Trompée par cette auréole éblouissante, Angélique mit quelques secondes à reconnaître le procureur du Grand Conseil, Noël Tardieu de La Vaudière, en personne.
Comme elle lui souriait et le priait d'entrer en lui demandant des nouvelles de sa charmante femme, il se récusa, faisant comprendre sans tarder qu'il n'était pas venu pour badiner, mais s'occuper d'une plainte dont il avait été saisi, à propos d'un Anglais que M. de Peyrac comptait dans sa « recrue », plainte présentée par les sept cordonniers de la ville.
De plus, on avait vu ce suppôt d'une religion déformée, le protestantisme nommé, traverser la ville coiffé de ce haut chapeau noir en pain de sucre marqué d'une boucle d'acier par-devant qui caractérisait cette engeance du diable appelée Puritains, lesquels, en Angleterre, avaient poussé le sacrilège jusqu'à faire tomber sous la hache la tête de leur roi légitime.
Sans vergogne, et sans se soucier d'éveiller l'effroi de la population par l'apparition de cette silhouette drapée dans la cape genevoise qui rappelait celle de l'horrible Calvin, maître de la cité réformée des bords du Léman, il était descendu au port se promenant comme chez lui, était monté à bord du navire qu'on venait de remorquer dans l'un des bassins pour le radouber.
Angélique exposa que cet Anglais, s'il était de leurs amis, n'était pas de leur recrue. Jamais ils n'avaient eu l'idée de l'amener à Québec.
Elle raconta l'histoire d'Élie Kempton, colporteur itinérant de l'État du Connecticut en Nouvelle-Angleterre, que son commerce avait amené jusque dans le Golfe Saint-Laurent, où sa barque avait été arraisonnée par le Saint-Jean-Baptiste monté, Monsieur de La Vaudière ne l'ignorait pas, par un équipage de forbans, lesquels l'avaient capturé afin de faire main basse sur ses marchandises.

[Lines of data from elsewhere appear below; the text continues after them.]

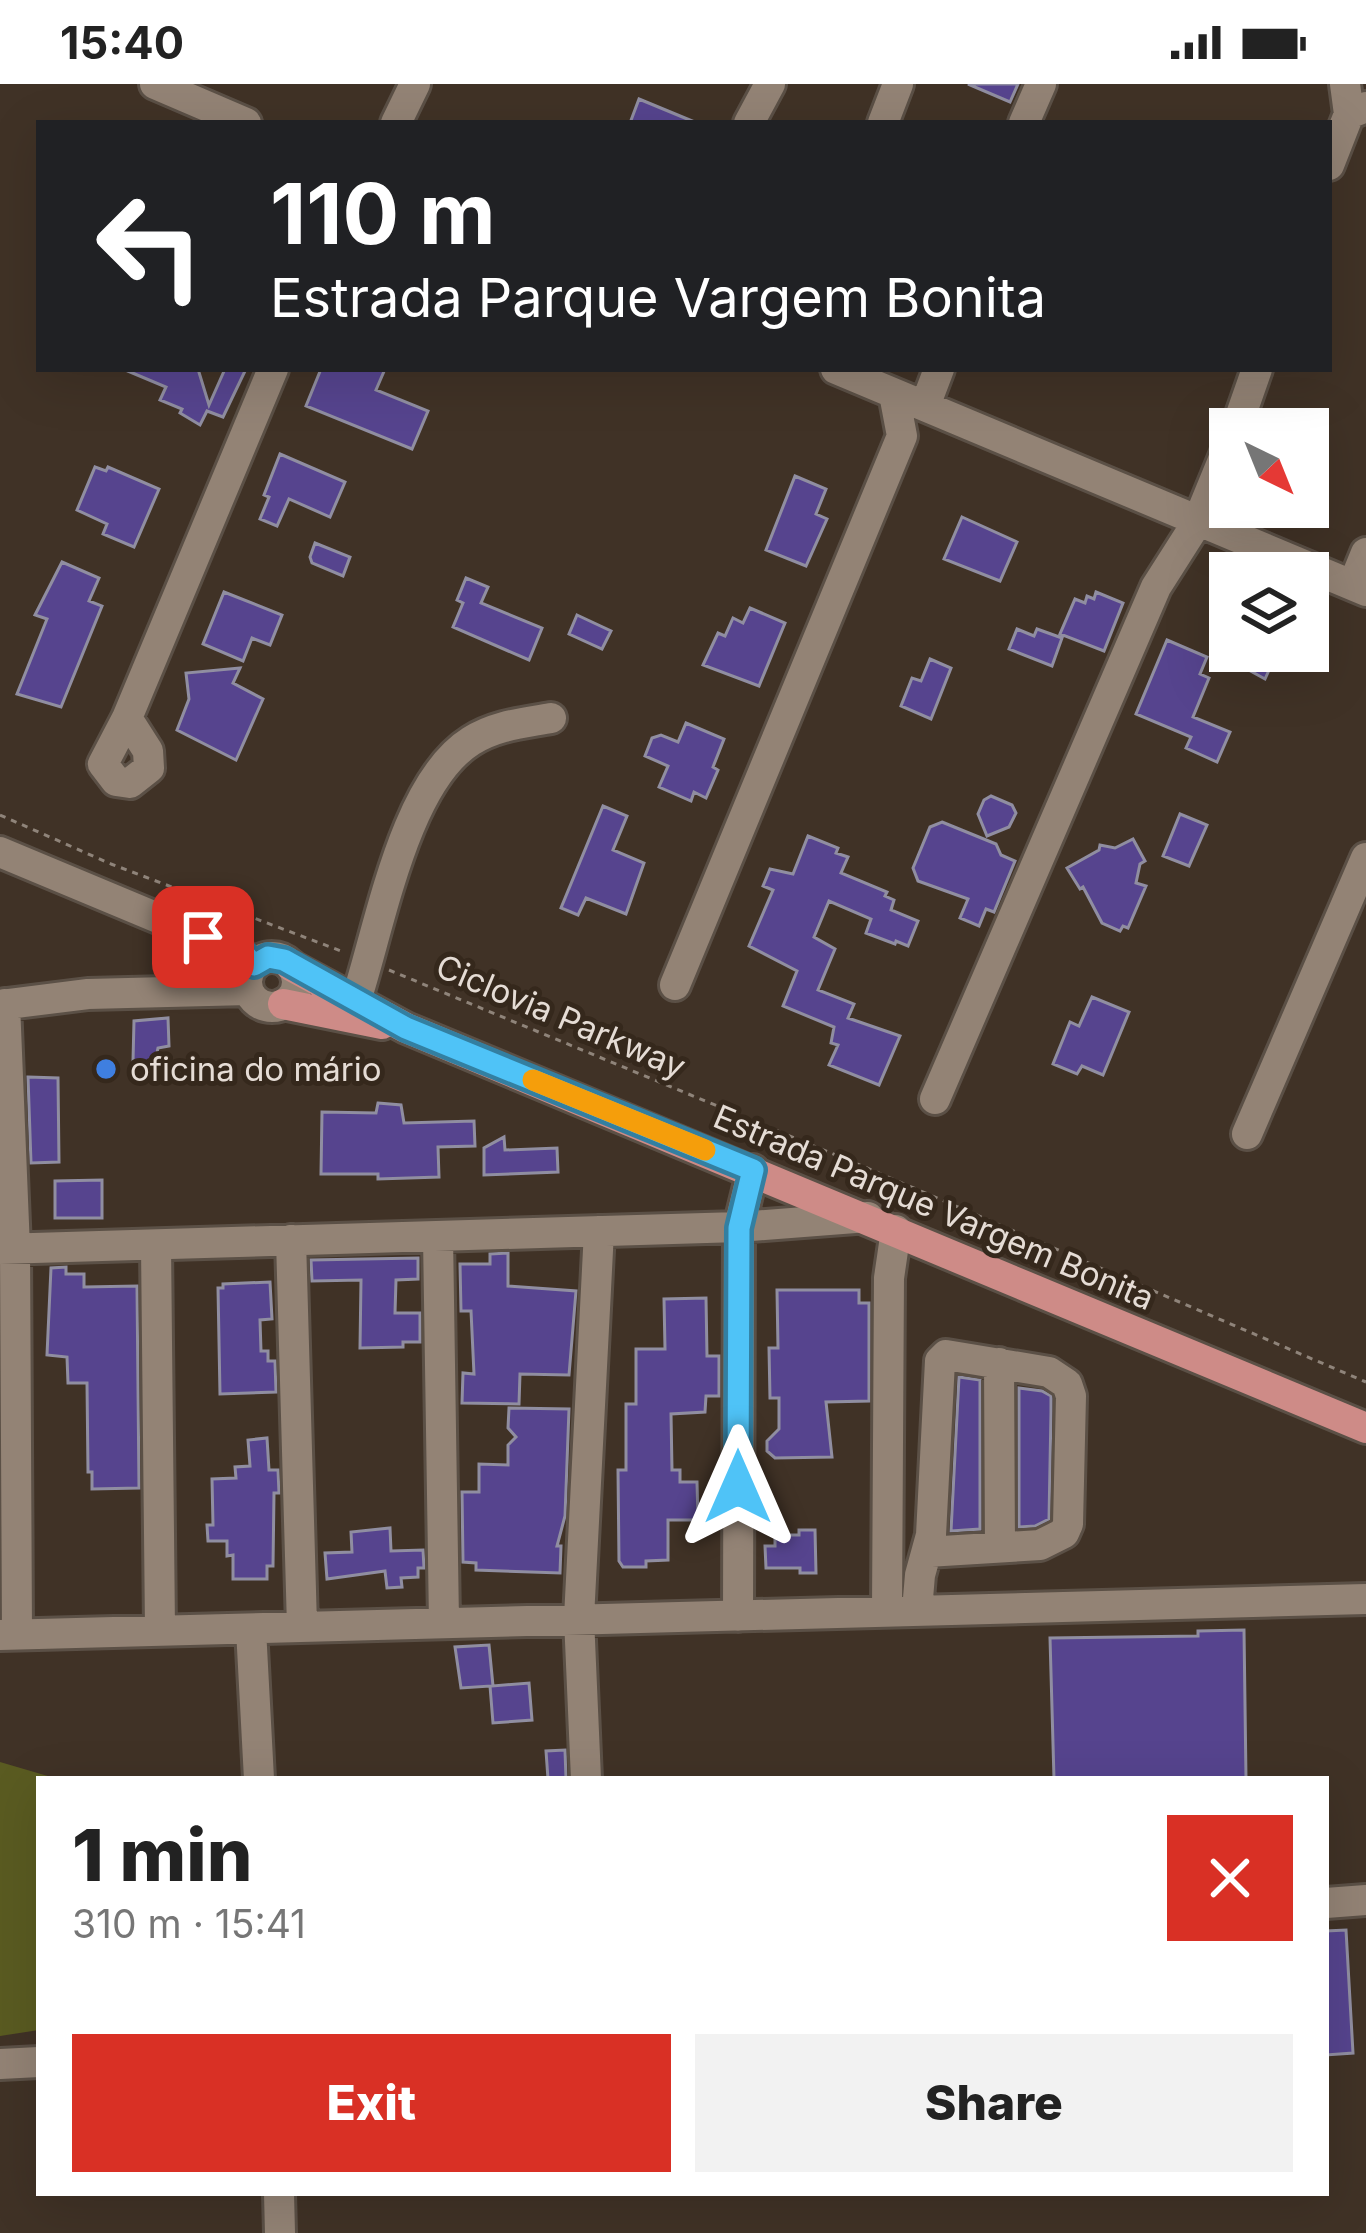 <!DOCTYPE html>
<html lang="en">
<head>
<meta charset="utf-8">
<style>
	:root { --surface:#fff; --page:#f2f2f2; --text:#222; --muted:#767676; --accent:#d93025 }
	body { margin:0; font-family:Inter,sans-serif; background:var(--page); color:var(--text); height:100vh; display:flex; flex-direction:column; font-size:45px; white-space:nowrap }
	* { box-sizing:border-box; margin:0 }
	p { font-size:39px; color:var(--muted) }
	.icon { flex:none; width:66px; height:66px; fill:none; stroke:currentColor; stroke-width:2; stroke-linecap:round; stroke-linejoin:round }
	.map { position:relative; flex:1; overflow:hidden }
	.drawer { position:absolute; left:36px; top:1692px; width:1293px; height:420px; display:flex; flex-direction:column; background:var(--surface); border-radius:0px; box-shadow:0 12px 48px #0002 }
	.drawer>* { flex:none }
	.guide { position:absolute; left:36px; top:36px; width:1296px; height:252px; border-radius:0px; box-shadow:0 12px 48px #0002; background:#202124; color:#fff; overflow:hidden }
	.needle { width:78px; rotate:137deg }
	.fabs { position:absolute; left:1209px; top:324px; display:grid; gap:24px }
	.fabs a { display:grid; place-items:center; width:120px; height:120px; border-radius:0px; background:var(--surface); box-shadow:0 12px 48px #0002; font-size:60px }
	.pin { position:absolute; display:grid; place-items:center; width:102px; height:102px; color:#fff; margin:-51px; border-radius:24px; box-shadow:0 6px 18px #0006 }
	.me { position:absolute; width:132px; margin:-66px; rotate:0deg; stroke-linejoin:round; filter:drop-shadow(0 0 9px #0008) }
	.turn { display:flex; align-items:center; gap:42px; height:252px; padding:0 36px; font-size:54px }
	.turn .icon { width:156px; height:156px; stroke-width:2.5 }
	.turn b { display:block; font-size:84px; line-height:102px }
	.round { display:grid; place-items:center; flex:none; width:126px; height:126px; border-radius:0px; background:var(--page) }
	.overview { display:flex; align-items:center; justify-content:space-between; height:204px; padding:0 36px }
	h1 { font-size:72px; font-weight:800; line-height:90px }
	.cta { display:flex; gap:24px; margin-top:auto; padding:24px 36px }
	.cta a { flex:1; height:138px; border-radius:0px; background:var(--accent); color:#fff; font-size:48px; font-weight:800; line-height:138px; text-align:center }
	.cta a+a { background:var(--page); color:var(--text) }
	.status { display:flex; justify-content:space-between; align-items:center; height:84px; padding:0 60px; background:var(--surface); direction:ltr }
	.status svg { height:33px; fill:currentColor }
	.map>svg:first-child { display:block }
	.green { fill:#5a5b21 }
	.building { fill:#56448e; stroke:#908ea1; stroke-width:3 }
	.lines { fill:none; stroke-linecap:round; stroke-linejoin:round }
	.minor-casing { stroke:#5b5046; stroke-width:36 }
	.major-casing { stroke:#5b5046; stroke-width:36 }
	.path { stroke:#8f847a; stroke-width:3; stroke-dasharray:6 6; stroke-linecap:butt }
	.minor { stroke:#938375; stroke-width:30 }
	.major { stroke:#ce8b87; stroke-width:30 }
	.route-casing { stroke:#337fa1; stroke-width:30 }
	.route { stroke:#4fc3f7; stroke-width:21 }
	.slow { stroke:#f59e0b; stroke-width:21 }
	.shop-dot { fill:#3f7fe0; stroke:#35281c; stroke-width:4.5 }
	.labels { text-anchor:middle; stroke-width:10; stroke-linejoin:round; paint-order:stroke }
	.street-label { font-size:33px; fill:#e5dcd5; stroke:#35281c }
	.poi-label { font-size:33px; fill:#e5dcd5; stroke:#35281c; text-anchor:start }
</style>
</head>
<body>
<div class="status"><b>15:40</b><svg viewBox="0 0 49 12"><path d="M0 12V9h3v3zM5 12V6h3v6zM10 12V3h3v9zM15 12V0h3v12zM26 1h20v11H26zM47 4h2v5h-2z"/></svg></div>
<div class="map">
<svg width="1366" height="2149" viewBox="0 0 1366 2149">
	<rect width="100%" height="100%" fill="#403226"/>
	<path class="green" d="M0,1678l58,17h-19v251l-39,6z"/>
	<path class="building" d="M968,0h50l-8,18z
		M639,15l58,24h-67z
		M123,285h75l11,36 16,-36h21l-23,48 -16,-6 -7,14 -20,-12 2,-4 -22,-9 6,-13z
		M321,285h64l-9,21 52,21 -16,38 -106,-43z
		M280,370l65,28 -15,35 -41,-18 -12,27 -17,-7 9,-22 -5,-2z
		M95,383l11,4 2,-4 51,22 -25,58 -31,-13 4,-10 -30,-14z
		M795,392l31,13 -10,25 11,5 -21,47 -40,-16z
		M962,433l55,25 -17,39 -56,-22z
		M315,459l35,14 -7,19 -31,-13 -2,-6z
		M62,478l37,16 -10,23 13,5 -41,101 -44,-13 30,-75 -12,-4z
		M466,494l22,9 -7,16 61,25 -13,32 -76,-33 10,-24 -6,-3z
		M224,508l58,23 -12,30 -18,-7 -9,23 -40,-17z
		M1096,508l27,11 -19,48 -44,-17 15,-35 10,4 2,-7 7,3z
		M750,524l35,15 -26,63 -56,-21 15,-32 7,3 8,-18 10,5z
		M577,531l34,16 -9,18 -33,-15z
		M1017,545l17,7 3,-7 25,9 -10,28 -43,-17z
		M1167,556l40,17 -7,17 9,4 -16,39 37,15 -13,30 -31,-14 5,-11 -55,-23z
		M1244,567h16l15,6 -10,22 -27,-15z
		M930,575l21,9 -20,51 -30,-13 11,-28 9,3z
		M240,584l-7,15 30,16 -27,61 -59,-30 12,-31 -3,-26z
		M686,639l38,16 -11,28 5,3 -12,28 -12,-6 -3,9 -32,-14 9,-21 -23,-10 7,-18 9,-3 17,7z
		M991,712l21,9 4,8 -7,14 -22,9 -9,-22 6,-14z
		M603,722l24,10 -14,34 31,13 -18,51 -40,-16 -8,17 -17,-7z
		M1180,730l27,11 -18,41 -26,-10z
		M942,738l54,22 5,11 14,6 -21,51 -8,-3 -7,17 -19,-8 8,-19 -50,-18 -5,-13 17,-41z
		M808,752l30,12 -2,5 12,4 -7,16 46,19 -2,4 9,4 -3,10 27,11 -10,25 -12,-5 -1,3 -29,-11 5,-14 -42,-18 -15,36 21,12 -17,41 36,14 -6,14 52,18 -21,49 -50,-20 9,-20 -7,-2 3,-16 -51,-21 14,-35 -48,-25 24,-56 -10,-4 7,-17 23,5z
		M1133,755l12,22 -5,3 -4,19 10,3 -18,42 -5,-2 -3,5 -18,-8 -19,-36 -3,2 -13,-21 32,-18 1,-5 15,3z
		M1092,913l37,15 -26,63 -21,-9 -5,8 -24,-10 17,-42 9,4z
		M168,934l1,28 -11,2 -3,14 -22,-1 1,-40z
		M28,993l30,1 1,84 -28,1z
		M378,1019l23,2 3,18 70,-2 1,25 -37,1 1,30 -61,2v-5h-57l1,-62 54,1z
		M504,1053l1,13 52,-2 1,24 -74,3v-27z
		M102,1096v38h-47v-37z
		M508,1169v33l68,5 -7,84 -49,-1 -1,30 -57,-1 1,-30 11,1 -3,-63h-10l-1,-47h30v-10z
		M418,1174v21l-22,1 -1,33h25v29h-17v5l-43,1 1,-68 -49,1 -1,-21z
		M66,1183v7h18v13l53,-1 2,202 -47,1v-17h-4l-1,-89h-19l-1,-26 -20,-2 4,-87z
		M270,1198l2,37 -12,1 1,31h7v10h7l1,31 -56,2 -2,-106h5v-4z
		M777,1206h82v13h10v98l-43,1 6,55 -57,1 -8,-7v-10l12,-12v-31h-9l-1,-50h9z
		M706,1214l1,58h12v40h-13l-1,16 -34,2 1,56h8v12h17l1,38h-30v40l-22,1v6h-23l-4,-6 -1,-91h8v-66h10v-55h29l-1,-50z
		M959,1293l21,3v149l-29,2z
		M1019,1304l23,3 9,5v16l-2,107 -14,7 -16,1z
		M509,1324l60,1 -4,107 -8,30h4l-1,27 -84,-3v-7l-13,-1 -1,-70h17v-28l29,1v-20l8,-8 -8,-9z
		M267,1354l2,32h9l1,23h-5l-1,73h-6v13h-34v-24l-6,1v-15h-19l-1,-16h6l-1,-46 24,-1 -1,-11 15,-1 -2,-26z
		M390,1444l1,23 32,-1 1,18h-6v9l-17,1 1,9 -15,1 -2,-17 -58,8 -2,-26 27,-1 -1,-20z
		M799,1446h16l1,43h-16v-5h-34l-1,-22h10v-11h24z
		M1244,1546l2,149h-192l-4,-141 148,-2v-5z
		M489,1561l4,41 36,-3 3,37 -39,3 -3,-37 -29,2 -6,-41z
		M565,1666l1,29h-18l-2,-28z
		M1346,1846l7,123 -27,2v-124z"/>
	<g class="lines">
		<g class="minor-casing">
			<path id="minor" d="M155,0l91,39
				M1345,0l4,30
				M396,39l19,-39
				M749,39l21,-39
				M883,39l15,-39
				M1024,39l17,-39
				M1329,81l20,-51 17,-7
				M836,285l530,222
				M925,322l14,-37
				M1236,345l21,-60
				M1353,501l13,-32
				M127,634l-24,46 13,17 14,2 19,-15 -1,-17 -21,-33 146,-349
				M0,768l237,99 17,14
				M247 898a25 25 0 1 1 50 0a25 25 0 1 1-50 0Z
				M675,901l227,-549 -8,-42
				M356,916c24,-73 48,-217 115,-259 25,-16 53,-18 80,-23
				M5,920l10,244 2,386
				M0,921l88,-11 160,-4
				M935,1015l221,-512 42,-66 32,-78
				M1247,1050l119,-276
				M438,1152l6,386
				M291,1156l11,386
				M156,1161l4,384
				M0,1165l739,-22 129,-10
				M999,1279l1,184
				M887,1526l2,-332 7,-48
				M917,1526l3,-35 11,-40 9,-174 6,-6 103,17 18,12 4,12 -3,128 -4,9 -24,12 -113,7
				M738,1532l1,-389 14,-57
				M251,1545l8,150
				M0,1551l1366,-36
				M586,1695l-7,-161 20,-387
				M1326,1819l40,-3
				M0,1980l39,-2
				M279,2109l1,40"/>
		</g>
		<g class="major-casing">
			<path id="major" d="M291,882l115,62 960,400
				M283,920l99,20"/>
		</g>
		<path class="path" d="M0,731l111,49 230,87
			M389,886l478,198 499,214"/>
		<use href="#minor" class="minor"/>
		<use href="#major" class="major"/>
	</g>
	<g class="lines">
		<g class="route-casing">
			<path id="route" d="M203,853l41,17 10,11 14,-8 16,3 122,68 347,142 -14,58 -1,259"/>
		</g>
		<use href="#route" class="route"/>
		<path class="slow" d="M533,996l172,70"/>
	</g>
	<circle class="shop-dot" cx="106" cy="985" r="12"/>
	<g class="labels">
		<g class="street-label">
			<text transform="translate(561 932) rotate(23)" y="12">Ciclovia Parkway</text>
			<text transform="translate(934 1123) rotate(23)" y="12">Estrada Parque Vargem Bonita</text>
		</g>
		<g class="poi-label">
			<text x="130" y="997">oficina do mário</text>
		</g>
	</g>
</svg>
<div class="fabs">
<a><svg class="needle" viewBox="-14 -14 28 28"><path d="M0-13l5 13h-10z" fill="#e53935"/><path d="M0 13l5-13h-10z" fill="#767676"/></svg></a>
<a><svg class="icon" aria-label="layers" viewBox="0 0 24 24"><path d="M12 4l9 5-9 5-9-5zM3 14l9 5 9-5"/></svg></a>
</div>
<div class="pin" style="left:203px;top:853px;background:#d93025"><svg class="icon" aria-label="arrive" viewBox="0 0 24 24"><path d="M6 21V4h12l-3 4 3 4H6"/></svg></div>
<svg class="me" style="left:738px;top:1403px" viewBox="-20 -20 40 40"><path d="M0-17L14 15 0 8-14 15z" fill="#4fc3f7" stroke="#fff" stroke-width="4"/></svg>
<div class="guide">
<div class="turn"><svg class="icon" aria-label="left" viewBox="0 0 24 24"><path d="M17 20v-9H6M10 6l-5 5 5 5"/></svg><div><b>110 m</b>Estrada Parque Vargem Bonita</div></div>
</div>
<section class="drawer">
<div class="overview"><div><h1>1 min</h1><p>310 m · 15:41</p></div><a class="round" style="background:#d93025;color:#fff"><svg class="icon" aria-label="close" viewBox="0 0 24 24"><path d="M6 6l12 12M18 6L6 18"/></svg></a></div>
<div class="cta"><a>Exit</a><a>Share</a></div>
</section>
</div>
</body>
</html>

– Que faisait cet ennemi dans le Golfe Saint-Laurent, dont les rives acadiennes appartiennent à la Nouvelle-France et où seuls peuvent circuler les pêcheurs normands, malouins, bretons et basques ? Tout bâtiment anglais doit y être coulé sans sommation. Votre colporteur du Connecticut a encore eu de la chance.
Enfin, conclut-il, il doutait que cet Élie Kempton ne fût pas protégé officiellement par M. de Peyrac, car, durant son passage à travers la ville, il s'était montré évidemment escorté par des matelots du Gouldsboro que l'on avait reconnus sans peine à leurs uniformes.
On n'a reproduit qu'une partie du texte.